= EXERCISE AIM =
The expected result is an exact restatement of the data, free of pictures.

= PROVIDED MATERIAL =
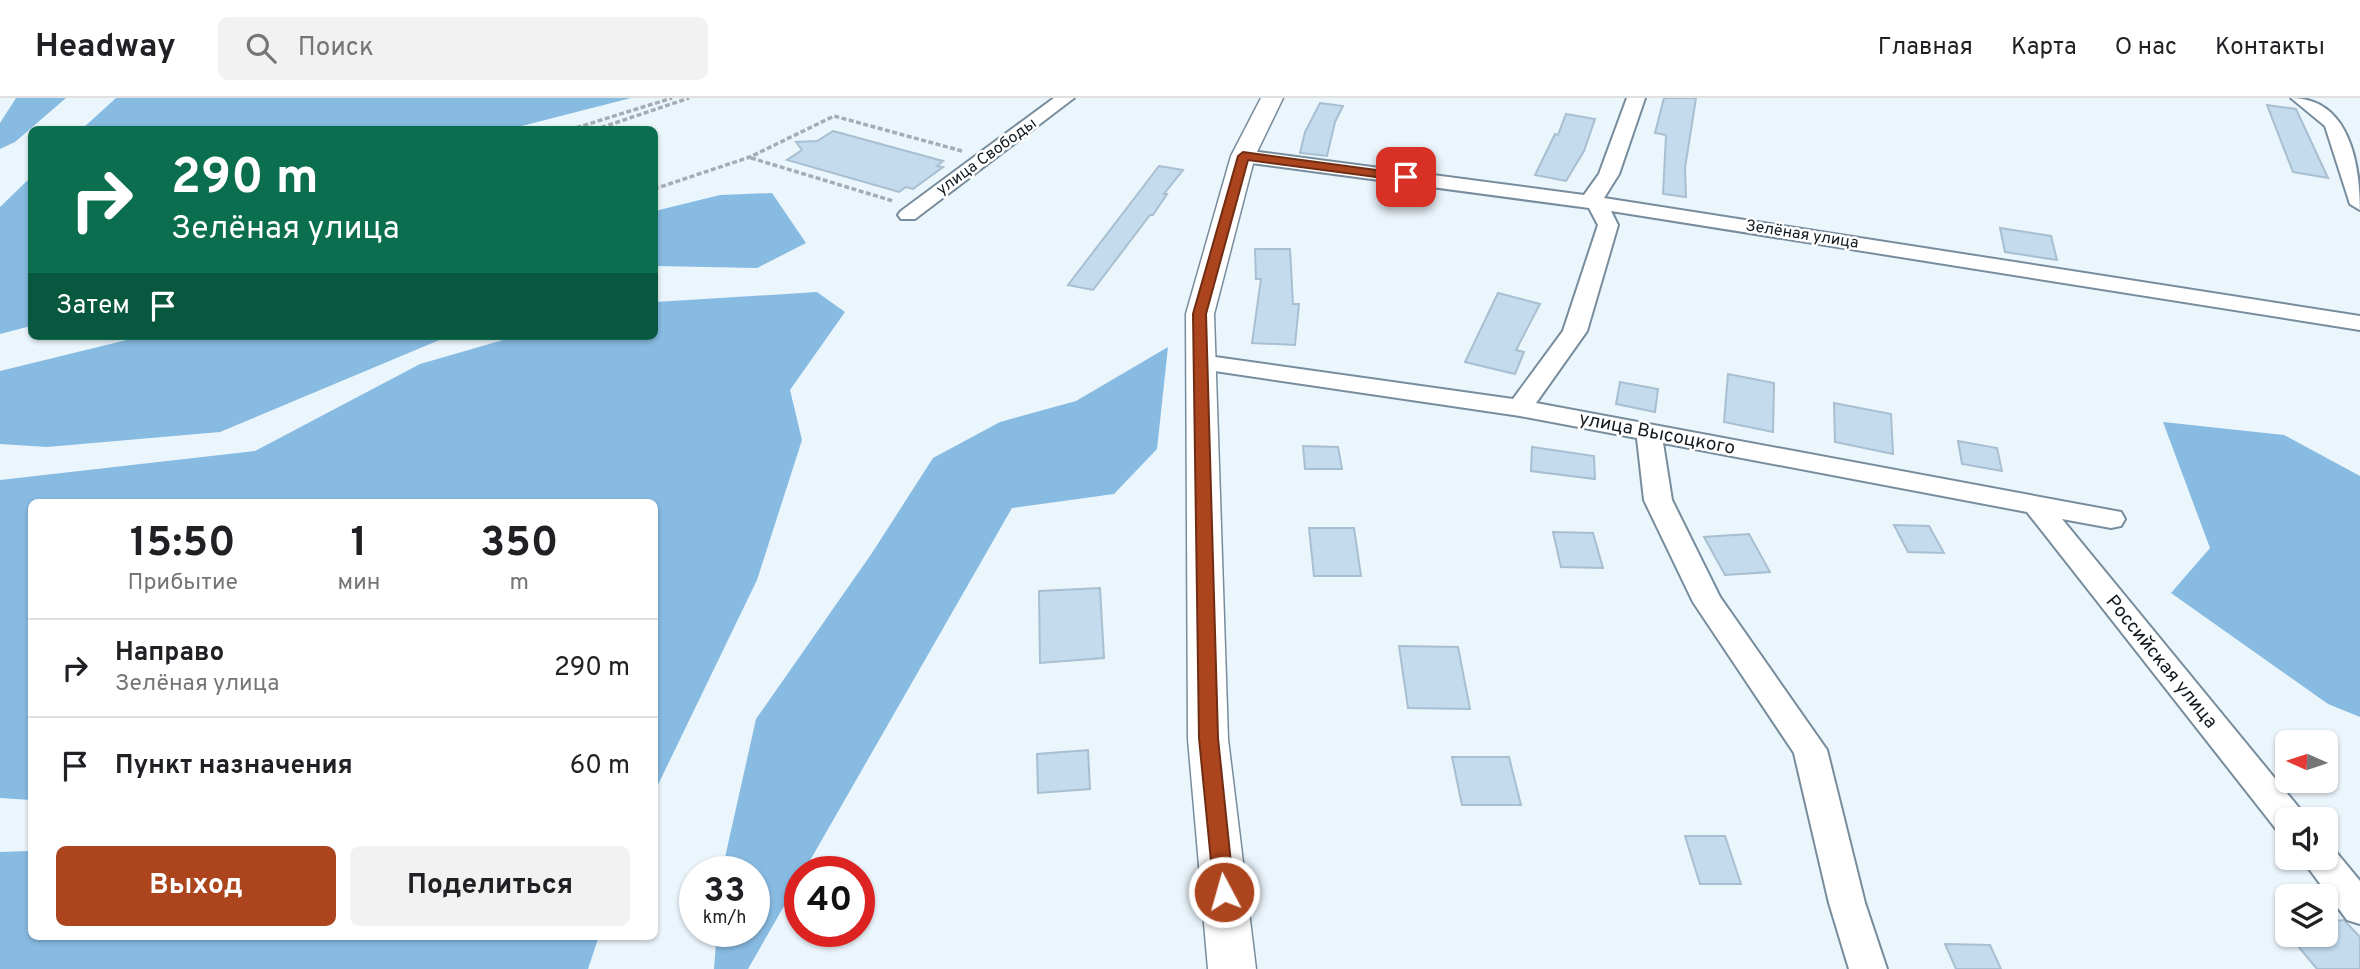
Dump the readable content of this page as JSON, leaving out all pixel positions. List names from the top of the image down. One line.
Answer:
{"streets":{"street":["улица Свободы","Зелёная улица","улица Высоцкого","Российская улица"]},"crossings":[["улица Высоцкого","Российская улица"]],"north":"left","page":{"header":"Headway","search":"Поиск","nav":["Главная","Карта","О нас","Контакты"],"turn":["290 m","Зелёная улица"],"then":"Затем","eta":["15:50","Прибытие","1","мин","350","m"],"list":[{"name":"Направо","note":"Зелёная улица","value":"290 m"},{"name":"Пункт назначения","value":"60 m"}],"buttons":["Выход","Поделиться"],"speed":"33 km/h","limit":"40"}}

= RESPONSE AREA =
Dump the readable content of this page as JSON, leaving out all pixel positions. List names from the top of the image down. One line.
Answer:
{"streets":{"street":["улица Свободы","Зелёная улица","улица Высоцкого","Российская улица"]},"crossings":[["улица Высоцкого","Российская улица"]],"north":"left","page":{"header":"Headway","search":"Поиск","nav":["Главная","Карта","О нас","Контакты"],"turn":["290 m","Зелёная улица"],"then":"Затем","eta":["15:50","Прибытие","1","мин","350","m"],"list":[{"name":"Направо","note":"Зелёная улица","value":"290 m"},{"name":"Пункт назначения","value":"60 m"}],"buttons":["Выход","Поделиться"],"speed":"33 km/h","limit":"40"}}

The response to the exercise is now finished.